Diagnostics company Immunovia filed for patent protection around its protein biomarker combination and testing method and plans to join a $4.5 million study of cancer biomarker tests for pancreatic cystic tumors.
The National Institutes of Health (NIH) study will further validate and study Immunovia's pancreatic cancer test in an important risk group where pancreatic cystic tumors have a measurable risk of progression into pancreatic cancer, CEO Jeff Borcherding said via LinkedIn. In an email to LabPulse, Borcherding said the test is being investigated to use on a periodic basis (e.g., annually) to monitor an incidental finding of a cystic tumor, to detect malignant changes.
The company has completed the research and product development phases of the test, Immunovia said in a business update on Monday, August 5, adding that it has also finalized the set of biomarkers and defined the algorithm used to generate test results.
Immunovia recently announced a clinical laboratory move from Marlborough, MA, in May, to a new facility in North Carolina's Research Triangle Park (RTP), to be led by Dr. Lisa Ford as laboratory director. The team in RTP will focus on confirming the analytical validity of the protein assays for Immunovia's next-generation blood test using an enzyme-linked immunosorbent assay (ELISA) platform, according to the company.
The ELISA method shifts Immunovia's testing method away from the earlier IMMray version. The company said transition to ELISA assays means the laboratory can generally process a patient sample the same day it is received, whereas the IMMray PanCan-d test required two to three days of processing. The switch to ELISA will also reduce labor costs, and all reagents and supplies will be sourced externally, according to the company.
Immunovia's initial blood test showed sensitivity of 75% and specificity of 98%, the company reported. However, the latest version of the test "significantly" outperformed the CA19-9 biomarker commonly used to detect pancreatic cancer.
"By leveraging additional patient samples with more detailed clinical information and through more sophisticated statistical modeling, we increased test performance to 85% sensitivity and 98% specificity in detecting stage 1 and 2 pancreatic ductal adenocarcinoma (PDAC), the most common form of pancreatic cancer," Immunovia said.
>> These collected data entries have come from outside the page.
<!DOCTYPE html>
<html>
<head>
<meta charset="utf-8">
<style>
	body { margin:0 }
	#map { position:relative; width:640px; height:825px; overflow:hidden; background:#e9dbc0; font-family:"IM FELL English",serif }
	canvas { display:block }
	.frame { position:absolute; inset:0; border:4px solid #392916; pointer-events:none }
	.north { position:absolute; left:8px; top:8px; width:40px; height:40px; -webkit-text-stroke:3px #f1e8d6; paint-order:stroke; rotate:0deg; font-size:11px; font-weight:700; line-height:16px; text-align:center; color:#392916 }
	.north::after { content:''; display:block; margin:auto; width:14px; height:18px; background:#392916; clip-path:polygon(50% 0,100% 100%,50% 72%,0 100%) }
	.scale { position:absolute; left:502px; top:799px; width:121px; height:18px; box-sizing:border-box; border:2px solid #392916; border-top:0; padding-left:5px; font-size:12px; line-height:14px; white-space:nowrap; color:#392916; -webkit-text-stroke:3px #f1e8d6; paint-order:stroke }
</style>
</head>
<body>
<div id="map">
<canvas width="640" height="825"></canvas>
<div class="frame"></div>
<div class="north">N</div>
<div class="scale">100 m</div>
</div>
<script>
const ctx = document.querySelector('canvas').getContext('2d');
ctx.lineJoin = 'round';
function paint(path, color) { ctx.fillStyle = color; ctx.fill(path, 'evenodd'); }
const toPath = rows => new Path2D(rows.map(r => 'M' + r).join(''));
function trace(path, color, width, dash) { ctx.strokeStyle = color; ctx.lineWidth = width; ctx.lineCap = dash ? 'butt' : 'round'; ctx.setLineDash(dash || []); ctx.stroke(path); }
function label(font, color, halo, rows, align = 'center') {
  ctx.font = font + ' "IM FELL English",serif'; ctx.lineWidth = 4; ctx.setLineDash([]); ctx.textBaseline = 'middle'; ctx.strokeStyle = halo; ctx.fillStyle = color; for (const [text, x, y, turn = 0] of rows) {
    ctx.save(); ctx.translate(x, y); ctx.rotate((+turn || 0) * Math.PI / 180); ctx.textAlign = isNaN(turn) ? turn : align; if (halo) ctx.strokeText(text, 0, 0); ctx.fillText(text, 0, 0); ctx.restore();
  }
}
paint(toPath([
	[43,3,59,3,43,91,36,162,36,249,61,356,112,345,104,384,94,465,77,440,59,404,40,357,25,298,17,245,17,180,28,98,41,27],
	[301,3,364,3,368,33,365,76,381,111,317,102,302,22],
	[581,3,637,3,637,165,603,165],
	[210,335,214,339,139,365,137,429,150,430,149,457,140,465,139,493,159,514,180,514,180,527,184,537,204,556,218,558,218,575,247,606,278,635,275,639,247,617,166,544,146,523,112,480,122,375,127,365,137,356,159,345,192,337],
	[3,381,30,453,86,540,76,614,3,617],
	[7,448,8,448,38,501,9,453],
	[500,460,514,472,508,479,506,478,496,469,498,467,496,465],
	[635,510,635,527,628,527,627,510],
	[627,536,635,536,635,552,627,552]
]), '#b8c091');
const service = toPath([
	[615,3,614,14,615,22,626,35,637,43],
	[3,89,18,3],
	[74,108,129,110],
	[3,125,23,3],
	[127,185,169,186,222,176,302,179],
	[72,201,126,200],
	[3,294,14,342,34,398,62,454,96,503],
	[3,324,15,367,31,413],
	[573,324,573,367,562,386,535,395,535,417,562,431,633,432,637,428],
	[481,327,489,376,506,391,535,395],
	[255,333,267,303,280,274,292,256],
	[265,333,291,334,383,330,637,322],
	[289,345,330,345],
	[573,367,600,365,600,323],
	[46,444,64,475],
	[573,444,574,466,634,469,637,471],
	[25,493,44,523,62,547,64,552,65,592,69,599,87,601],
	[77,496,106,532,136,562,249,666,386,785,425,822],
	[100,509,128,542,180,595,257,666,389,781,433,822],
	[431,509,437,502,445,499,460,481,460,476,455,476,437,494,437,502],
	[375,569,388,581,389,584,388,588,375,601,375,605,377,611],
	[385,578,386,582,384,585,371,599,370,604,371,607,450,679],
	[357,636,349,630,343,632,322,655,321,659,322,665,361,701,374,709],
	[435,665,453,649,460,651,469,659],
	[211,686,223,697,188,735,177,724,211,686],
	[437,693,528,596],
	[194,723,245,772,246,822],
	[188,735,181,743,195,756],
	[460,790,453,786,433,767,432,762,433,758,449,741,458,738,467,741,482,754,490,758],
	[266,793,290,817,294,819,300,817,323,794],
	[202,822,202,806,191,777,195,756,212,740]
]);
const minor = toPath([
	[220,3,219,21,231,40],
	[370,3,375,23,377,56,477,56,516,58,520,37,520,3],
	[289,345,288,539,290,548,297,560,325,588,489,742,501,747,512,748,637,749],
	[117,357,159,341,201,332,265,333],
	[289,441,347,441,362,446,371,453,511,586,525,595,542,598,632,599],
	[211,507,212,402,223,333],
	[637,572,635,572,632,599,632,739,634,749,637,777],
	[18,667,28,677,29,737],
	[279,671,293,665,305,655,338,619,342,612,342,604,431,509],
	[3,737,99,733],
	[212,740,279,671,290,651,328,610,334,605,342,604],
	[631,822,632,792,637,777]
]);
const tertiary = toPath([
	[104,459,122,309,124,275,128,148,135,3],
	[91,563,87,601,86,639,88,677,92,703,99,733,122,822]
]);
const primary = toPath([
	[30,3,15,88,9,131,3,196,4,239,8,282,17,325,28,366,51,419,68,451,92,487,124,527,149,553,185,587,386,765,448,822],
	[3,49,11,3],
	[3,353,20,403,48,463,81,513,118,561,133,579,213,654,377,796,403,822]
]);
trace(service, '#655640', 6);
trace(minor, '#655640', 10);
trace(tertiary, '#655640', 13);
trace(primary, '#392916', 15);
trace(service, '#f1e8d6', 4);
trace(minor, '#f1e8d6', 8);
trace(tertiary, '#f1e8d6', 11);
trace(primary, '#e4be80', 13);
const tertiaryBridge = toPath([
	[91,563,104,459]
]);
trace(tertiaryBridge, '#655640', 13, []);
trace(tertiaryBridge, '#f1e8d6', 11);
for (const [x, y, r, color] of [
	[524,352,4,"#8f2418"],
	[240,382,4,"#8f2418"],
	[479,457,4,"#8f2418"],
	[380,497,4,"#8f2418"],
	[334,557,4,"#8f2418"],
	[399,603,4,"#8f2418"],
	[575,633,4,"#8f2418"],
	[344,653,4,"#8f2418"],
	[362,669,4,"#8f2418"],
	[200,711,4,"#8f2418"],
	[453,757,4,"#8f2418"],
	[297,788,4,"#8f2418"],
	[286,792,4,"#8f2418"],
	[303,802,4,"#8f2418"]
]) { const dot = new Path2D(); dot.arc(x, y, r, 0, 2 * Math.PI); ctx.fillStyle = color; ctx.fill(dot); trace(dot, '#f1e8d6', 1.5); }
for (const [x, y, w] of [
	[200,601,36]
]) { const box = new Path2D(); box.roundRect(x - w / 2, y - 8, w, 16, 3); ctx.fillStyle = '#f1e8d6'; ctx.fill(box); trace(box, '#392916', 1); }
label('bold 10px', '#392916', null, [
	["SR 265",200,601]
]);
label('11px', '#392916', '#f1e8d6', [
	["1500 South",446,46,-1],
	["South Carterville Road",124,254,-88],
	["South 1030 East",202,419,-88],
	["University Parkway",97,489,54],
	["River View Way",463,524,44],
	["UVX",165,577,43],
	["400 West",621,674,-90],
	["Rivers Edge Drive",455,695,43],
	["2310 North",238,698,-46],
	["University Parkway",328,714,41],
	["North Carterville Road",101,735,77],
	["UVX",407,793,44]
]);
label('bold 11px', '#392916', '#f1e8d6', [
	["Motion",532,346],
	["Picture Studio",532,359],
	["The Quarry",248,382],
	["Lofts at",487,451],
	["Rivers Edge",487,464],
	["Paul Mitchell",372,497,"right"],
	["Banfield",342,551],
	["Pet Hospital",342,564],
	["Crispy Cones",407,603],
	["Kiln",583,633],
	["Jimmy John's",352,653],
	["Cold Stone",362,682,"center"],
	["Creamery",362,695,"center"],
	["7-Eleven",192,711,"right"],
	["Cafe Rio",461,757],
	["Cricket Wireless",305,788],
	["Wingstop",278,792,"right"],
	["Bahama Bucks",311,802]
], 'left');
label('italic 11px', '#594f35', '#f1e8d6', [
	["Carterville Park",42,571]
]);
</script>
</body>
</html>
Additionally, "a specificity of 98% means this new test should only return a false positive result once for every 50 people tested who do not have pancreatic cancer," Immunovia noted.
Dr. Diane Simeone of the University of California San Diego Health and director of Moores Cancer Center said that the NIH study addresses a critical unmet need for patients with pancreatic cysts.
“In this grant, our goal is to validate an effective early detection blood test for pancreatic cancer in patients with cystic tumors of the pancreas,” Simeone said in a news release. “We are eager to work with Immunovia on a blood test that can predict who needs surgery for a pancreatic cyst, and who can be safely monitored without the need for surgery."
Simeone is the principal investigator and lead of Precision Promise, a national clinical trials consortium focused on next-generation clinical trials for people with pancreatic cancer. She is also the founder of the Pancreatic Cancer Early Detection (PRECEDE) Consortium, an international consortium established to drive the early detection of pancreatic cancer.
Branch-duct intraductal papillary mucinous neoplasms, the most common incidentally discovered pancreatic cystic neoplasms (PCNs), have a risk of malignancy approaching 15% within 15 years of diagnosis, Immunovia noted. Accurate identification of PCNs and determining their risk for progression to invasive pancreatic cancer is important to prevent both overtreatment with unnecessary procedures and missed opportunities for early cancer diagnosis.
The NIH study will assess the use of biomarker tests to detect pancreatic cysts that develop into pancreatic cancer. The first study should be completed in 2025, Immunovia said, with the overall clinical program consisting of three complementary studies:
- Study 1 will define the performance and accuracy of blood-based biomarkers through a retrospective study of 200 blood samples that include early-stage pancreatic cancer cases and controls.
- Study 2 will evaluate the ability of the biomarker tests to detect early-stage pancreatic cancer in patients undergoing surgery to remove pancreatic cysts suspected to be cancerous.
- Study 3 will examine biomarker performance for detection of early-stage cancer in a group of individuals undergoing annual surveillance of cystic tumors.